Nuova sedia a rotelle per il gattino con le zampe paralizzate

Il gattino non riusciva a reggersi in piedi, ma fortunatamente i suoi amici umani lo hanno aiutato così.

twisty gatto

Oggi vogliamo raccontarvi la storia di una mamma gatta e dei suoi cucciolotti, Twisty e Hurricane, che sono stati trovati a San Jose, in California, sul retro di un ristorante di sushi, alla ricerca di cibo. Ad aiutare questa tenera famigliola sono stati i volontari del gruppo Mini Cat Town, i quali hanno messo in salvo mamma gatta e i suoi cucciolotti, nella speranza di regalare loro una vita migliore. Mentre però Hurricane cresceva sano e forte, Twisty non riusciva a reggersi in piedi, perché aveva evidenti problemi alle zampe posteriori.

Nonostante ciò, il piccoletto giocava con il fratellino ed esplorava il mondo con grande curiosità, trascinandosi con le zampe anteriori. I suoi amici umani hanno portato il piccolo Twisty da un veterinario neurologo, il quale non sarebbe riuscito a comprendere quale fosse la malattia del micetto, ma avrebbe affermato che l'eutanasia sarebbe stata la scelta migliore. I volontari non hanno preso in considerazione neanche per un attimo la possibilità di mettere fine alla vita di un micetto tanto coraggioso e vitale.
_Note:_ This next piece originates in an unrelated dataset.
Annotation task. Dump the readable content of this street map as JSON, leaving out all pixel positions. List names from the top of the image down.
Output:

Twisty non è paralizzato e non ha alcun dolore, è perfettamente felice e in salute

fanno sapere i volontari, i quali, per aiutarlo, hanno costruito una sedia a rotelle, tagliando a mano i tubi, cucendo l'imbracatura e decorando il tutto con nastri e stoffe colorate (per renderla più carina).
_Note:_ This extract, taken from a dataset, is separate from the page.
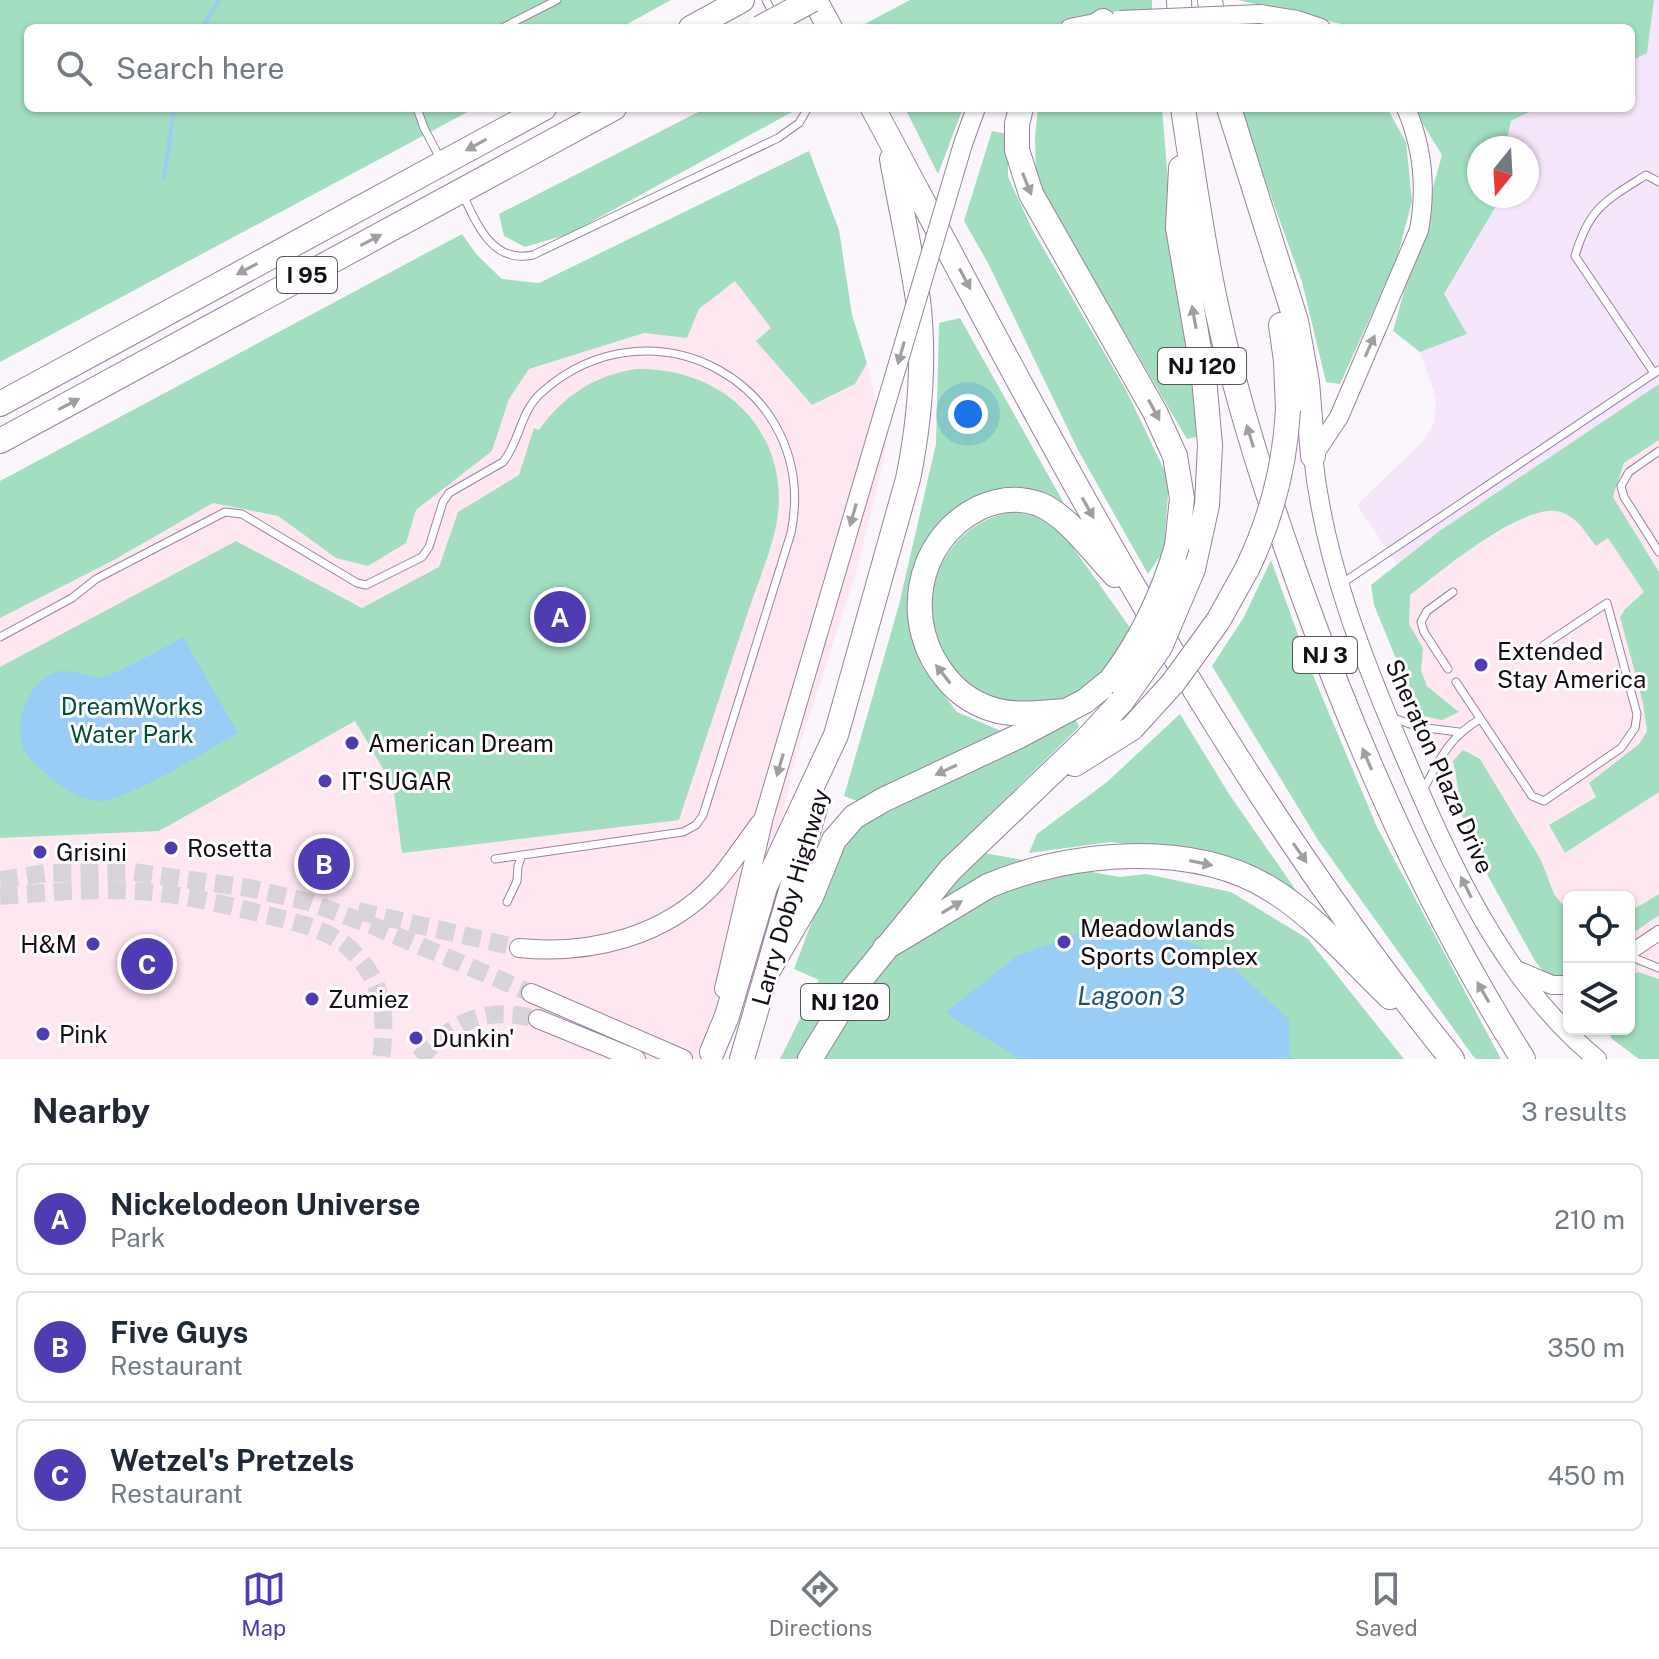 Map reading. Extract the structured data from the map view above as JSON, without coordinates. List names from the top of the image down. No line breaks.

La nuova vita stava per cominciare per il piccolo Twisty, ed a migliorare ancor di più le cose è stato l’intervento di un'azienda newyorkese - che ha preferito rimanere anonima – che, venuta a conoscenza della storia di Twisty, ha regalato al Mini Cat Town una vera sedia a rotelle per il micetto, realizzata in fibra di carbonio e con alcune parti stampate in 3D.

Grazie a questo straordinario regalo, adesso Twisty può vivere la sua vita serenamente, e aspettare che una famiglia amorevole voglia adottarlo e regalargli tutto l’amore che merita.